··· MATERIAL TO PROCESS ···

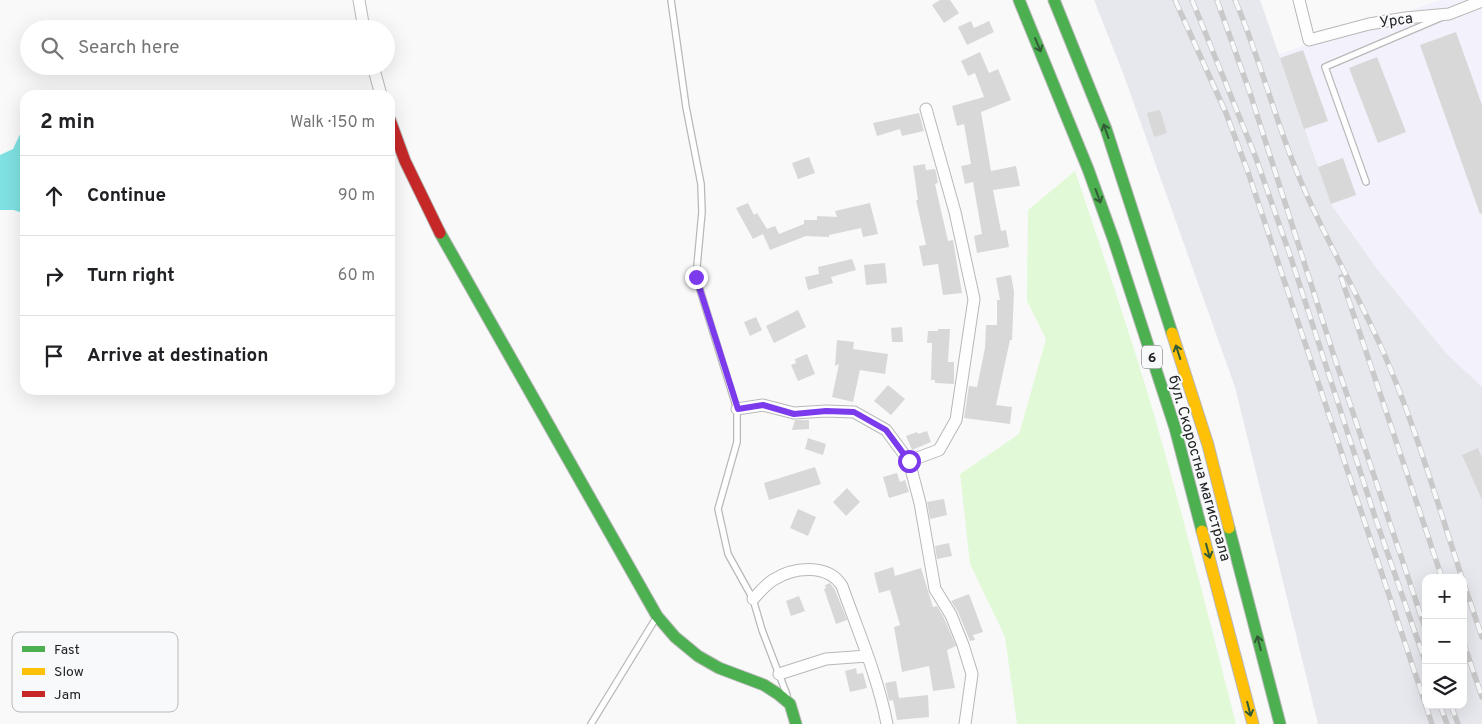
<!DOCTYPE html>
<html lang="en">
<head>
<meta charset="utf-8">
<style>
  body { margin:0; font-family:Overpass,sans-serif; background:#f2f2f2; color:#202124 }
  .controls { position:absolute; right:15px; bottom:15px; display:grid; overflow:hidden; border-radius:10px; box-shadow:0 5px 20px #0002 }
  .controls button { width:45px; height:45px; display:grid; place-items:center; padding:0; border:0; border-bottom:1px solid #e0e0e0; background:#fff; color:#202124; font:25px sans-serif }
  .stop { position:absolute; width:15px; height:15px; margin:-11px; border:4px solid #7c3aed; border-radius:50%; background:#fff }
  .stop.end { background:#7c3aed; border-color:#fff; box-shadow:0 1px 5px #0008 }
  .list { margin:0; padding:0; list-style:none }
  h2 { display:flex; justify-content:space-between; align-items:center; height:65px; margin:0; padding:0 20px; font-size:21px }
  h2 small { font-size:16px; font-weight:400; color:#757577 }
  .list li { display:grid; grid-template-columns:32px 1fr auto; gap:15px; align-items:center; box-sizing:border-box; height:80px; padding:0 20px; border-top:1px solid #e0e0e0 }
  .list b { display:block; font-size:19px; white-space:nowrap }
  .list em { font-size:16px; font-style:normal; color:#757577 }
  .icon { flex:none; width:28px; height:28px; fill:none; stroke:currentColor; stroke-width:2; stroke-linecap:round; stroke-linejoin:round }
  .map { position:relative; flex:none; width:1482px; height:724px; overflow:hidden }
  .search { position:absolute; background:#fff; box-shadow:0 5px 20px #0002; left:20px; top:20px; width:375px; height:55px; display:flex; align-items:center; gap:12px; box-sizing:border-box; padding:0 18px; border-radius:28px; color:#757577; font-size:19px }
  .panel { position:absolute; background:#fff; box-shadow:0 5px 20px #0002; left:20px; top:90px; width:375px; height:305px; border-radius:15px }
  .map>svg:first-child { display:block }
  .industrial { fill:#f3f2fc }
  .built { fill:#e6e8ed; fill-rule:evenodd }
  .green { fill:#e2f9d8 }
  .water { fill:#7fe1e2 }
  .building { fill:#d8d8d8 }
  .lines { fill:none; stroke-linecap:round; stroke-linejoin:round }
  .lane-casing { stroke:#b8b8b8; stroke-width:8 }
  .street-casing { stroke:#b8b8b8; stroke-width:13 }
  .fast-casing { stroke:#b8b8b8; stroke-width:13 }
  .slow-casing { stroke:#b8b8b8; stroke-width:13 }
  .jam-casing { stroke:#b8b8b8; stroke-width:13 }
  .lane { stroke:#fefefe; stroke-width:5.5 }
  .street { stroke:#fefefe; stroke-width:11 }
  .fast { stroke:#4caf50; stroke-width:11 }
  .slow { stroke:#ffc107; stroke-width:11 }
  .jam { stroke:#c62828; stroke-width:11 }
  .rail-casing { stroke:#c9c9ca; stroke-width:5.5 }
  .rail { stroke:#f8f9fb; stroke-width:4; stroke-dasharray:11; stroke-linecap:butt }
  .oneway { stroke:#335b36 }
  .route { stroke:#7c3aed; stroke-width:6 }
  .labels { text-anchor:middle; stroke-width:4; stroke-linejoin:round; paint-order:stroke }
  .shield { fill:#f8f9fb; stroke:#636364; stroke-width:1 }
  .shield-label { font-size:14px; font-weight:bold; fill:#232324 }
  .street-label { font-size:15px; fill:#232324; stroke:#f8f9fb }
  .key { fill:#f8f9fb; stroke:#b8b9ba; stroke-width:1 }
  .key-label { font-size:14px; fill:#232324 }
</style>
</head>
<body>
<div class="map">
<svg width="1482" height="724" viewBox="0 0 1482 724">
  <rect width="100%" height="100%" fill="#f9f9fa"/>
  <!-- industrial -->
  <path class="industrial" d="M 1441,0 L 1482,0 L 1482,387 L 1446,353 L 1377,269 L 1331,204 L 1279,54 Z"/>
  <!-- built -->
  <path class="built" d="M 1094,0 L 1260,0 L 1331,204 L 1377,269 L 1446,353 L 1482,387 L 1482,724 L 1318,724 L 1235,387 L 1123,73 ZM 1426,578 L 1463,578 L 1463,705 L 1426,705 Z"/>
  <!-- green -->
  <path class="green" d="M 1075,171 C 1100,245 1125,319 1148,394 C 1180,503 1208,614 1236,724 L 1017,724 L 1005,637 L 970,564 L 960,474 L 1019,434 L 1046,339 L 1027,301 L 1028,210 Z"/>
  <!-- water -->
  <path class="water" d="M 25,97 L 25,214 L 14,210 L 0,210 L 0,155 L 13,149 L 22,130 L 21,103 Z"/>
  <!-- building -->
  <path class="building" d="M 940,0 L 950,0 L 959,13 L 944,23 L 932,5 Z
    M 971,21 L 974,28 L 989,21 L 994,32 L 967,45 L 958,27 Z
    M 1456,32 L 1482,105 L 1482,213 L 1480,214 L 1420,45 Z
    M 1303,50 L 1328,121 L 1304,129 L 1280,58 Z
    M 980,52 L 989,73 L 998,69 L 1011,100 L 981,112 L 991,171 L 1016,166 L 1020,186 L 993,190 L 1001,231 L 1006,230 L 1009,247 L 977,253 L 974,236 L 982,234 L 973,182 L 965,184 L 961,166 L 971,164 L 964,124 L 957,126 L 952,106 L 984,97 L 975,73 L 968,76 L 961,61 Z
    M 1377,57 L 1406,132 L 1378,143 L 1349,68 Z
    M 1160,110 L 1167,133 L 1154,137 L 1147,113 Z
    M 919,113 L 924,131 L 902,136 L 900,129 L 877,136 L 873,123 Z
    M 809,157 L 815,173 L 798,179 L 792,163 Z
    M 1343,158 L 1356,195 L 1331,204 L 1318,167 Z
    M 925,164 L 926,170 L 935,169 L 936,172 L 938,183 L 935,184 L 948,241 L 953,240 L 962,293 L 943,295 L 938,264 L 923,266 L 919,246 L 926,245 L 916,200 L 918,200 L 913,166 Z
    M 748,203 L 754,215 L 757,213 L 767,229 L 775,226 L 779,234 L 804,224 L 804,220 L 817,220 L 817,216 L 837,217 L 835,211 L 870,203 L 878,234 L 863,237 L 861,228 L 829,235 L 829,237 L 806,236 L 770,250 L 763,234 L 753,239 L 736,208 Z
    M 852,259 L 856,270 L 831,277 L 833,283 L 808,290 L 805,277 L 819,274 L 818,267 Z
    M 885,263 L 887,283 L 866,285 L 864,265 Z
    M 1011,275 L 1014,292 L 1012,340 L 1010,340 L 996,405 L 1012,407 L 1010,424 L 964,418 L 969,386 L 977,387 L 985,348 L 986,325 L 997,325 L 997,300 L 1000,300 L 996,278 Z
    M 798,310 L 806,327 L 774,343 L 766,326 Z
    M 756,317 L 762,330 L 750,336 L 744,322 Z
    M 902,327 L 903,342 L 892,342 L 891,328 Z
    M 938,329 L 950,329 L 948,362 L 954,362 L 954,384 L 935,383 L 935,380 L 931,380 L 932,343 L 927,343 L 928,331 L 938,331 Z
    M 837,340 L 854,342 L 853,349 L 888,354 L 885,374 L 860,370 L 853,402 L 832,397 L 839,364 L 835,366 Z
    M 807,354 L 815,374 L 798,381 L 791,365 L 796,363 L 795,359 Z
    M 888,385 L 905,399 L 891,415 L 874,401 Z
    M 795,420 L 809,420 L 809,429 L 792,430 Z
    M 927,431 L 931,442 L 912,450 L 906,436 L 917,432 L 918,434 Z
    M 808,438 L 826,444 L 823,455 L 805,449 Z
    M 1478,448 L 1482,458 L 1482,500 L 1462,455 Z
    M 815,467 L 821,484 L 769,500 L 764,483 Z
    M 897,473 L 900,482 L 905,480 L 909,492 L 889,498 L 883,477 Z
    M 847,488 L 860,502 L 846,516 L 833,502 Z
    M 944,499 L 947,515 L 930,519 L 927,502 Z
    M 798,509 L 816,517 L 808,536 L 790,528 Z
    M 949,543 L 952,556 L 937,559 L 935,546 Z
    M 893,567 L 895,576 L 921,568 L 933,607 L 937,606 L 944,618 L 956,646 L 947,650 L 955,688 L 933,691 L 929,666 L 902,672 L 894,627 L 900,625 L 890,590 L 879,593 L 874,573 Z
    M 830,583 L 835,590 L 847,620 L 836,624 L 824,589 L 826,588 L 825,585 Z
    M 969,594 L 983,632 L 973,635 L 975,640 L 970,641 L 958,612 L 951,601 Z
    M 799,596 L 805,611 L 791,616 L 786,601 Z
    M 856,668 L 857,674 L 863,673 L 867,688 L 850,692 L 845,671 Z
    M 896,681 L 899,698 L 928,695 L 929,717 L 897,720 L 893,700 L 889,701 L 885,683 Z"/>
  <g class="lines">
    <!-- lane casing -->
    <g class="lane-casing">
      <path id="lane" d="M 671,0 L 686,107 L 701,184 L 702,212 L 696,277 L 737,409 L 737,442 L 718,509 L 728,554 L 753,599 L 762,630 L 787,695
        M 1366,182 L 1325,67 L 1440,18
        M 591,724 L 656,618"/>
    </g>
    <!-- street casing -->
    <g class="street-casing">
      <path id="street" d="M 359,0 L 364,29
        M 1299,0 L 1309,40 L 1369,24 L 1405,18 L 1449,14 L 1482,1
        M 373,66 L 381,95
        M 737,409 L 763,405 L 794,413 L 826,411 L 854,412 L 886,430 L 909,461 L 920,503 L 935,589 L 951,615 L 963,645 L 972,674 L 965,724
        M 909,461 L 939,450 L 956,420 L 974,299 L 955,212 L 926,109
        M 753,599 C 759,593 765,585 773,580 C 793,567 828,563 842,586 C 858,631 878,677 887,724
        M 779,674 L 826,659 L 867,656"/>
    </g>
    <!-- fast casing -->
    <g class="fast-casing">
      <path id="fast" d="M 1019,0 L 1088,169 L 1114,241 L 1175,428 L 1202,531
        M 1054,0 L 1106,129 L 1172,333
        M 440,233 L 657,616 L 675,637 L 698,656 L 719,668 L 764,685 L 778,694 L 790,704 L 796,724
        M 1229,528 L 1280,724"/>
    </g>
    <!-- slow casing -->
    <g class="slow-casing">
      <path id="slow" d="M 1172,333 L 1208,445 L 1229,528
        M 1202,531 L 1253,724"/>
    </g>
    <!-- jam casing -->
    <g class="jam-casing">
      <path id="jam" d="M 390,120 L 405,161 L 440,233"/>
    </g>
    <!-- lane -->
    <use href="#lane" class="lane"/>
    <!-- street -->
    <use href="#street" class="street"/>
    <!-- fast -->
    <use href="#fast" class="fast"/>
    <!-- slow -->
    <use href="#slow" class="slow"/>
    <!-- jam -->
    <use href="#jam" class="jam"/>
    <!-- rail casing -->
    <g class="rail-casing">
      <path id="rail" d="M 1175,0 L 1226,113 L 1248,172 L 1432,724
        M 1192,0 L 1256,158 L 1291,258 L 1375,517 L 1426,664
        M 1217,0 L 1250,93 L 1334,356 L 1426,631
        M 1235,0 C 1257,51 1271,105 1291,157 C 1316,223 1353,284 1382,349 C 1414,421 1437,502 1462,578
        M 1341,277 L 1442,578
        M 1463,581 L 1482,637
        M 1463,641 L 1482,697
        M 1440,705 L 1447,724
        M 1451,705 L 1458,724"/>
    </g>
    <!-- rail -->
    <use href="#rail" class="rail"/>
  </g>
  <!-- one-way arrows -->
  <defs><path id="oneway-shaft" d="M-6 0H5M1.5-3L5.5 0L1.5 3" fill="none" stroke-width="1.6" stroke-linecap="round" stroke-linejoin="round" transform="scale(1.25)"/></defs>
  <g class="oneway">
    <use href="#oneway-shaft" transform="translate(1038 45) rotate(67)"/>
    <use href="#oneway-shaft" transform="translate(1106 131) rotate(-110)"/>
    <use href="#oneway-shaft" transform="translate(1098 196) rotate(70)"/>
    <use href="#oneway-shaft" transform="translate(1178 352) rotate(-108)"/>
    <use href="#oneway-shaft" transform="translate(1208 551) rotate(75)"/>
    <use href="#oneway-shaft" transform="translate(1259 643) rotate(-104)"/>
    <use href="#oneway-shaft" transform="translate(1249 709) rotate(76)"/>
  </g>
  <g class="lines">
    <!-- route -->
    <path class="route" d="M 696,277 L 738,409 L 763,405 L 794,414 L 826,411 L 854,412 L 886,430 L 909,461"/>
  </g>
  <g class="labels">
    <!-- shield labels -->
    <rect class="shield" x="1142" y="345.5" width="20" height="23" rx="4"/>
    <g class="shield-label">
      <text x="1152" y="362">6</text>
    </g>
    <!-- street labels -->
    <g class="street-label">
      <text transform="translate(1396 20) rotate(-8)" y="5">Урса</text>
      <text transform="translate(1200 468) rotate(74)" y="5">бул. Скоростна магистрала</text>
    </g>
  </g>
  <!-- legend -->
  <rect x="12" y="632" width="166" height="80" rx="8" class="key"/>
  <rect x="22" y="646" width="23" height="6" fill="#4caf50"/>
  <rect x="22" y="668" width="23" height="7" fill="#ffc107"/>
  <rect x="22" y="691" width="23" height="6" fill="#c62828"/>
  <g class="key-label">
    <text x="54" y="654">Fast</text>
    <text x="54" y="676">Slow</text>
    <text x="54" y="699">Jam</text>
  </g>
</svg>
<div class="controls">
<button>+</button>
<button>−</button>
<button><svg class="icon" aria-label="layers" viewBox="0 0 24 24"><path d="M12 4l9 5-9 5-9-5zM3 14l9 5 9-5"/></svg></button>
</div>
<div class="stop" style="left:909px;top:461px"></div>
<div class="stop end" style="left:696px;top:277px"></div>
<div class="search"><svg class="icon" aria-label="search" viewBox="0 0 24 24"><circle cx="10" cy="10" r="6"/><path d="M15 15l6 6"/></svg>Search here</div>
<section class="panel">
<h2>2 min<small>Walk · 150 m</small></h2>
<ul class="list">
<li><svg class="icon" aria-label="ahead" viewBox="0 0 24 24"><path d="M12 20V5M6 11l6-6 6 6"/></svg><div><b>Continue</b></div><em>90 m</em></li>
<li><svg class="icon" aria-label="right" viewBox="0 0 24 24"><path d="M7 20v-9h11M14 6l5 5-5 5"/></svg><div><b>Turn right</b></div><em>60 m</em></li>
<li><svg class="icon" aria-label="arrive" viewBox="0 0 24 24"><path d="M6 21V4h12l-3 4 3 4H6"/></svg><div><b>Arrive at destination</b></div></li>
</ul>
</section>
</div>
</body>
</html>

···

## WHAT IS EXPECTED
Starting at the first line of the material above and ending with the line that contains "#0002; left:20px; top:90px;", reproduce every line exactly, and leave out the pictures.

## EXERCISE SOLUTION
<!DOCTYPE html>
<html lang="en">
<head>
<meta charset="utf-8">
<style>
  body { margin:0; font-family:Overpass,sans-serif; background:#f2f2f2; color:#202124 }
  .controls { position:absolute; right:15px; bottom:15px; display:grid; overflow:hidden; border-radius:10px; box-shadow:0 5px 20px #0002 }
  .controls button { width:45px; height:45px; display:grid; place-items:center; padding:0; border:0; border-bottom:1px solid #e0e0e0; background:#fff; color:#202124; font:25px sans-serif }
  .stop { position:absolute; width:15px; height:15px; margin:-11px; border:4px solid #7c3aed; border-radius:50%; background:#fff }
  .stop.end { background:#7c3aed; border-color:#fff; box-shadow:0 1px 5px #0008 }
  .list { margin:0; padding:0; list-style:none }
  h2 { display:flex; justify-content:space-between; align-items:center; height:65px; margin:0; padding:0 20px; font-size:21px }
  h2 small { font-size:16px; font-weight:400; color:#757577 }
  .list li { display:grid; grid-template-columns:32px 1fr auto; gap:15px; align-items:center; box-sizing:border-box; height:80px; padding:0 20px; border-top:1px solid #e0e0e0 }
  .list b { display:block; font-size:19px; white-space:nowrap }
  .list em { font-size:16px; font-style:normal; color:#757577 }
  .icon { flex:none; width:28px; height:28px; fill:none; stroke:currentColor; stroke-width:2; stroke-linecap:round; stroke-linejoin:round }
  .map { position:relative; flex:none; width:1482px; height:724px; overflow:hidden }
  .search { position:absolute; background:#fff; box-shadow:0 5px 20px #0002; left:20px; top:20px; width:375px; height:55px; display:flex; align-items:center; gap:12px; box-sizing:border-box; padding:0 18px; border-radius:28px; color:#757577; font-size:19px }
  .panel { position:absolute; background:#fff; box-shadow:0 5px 20px #0002; left:20px; top:90px; width:375px; height:305px; border-radius:15px }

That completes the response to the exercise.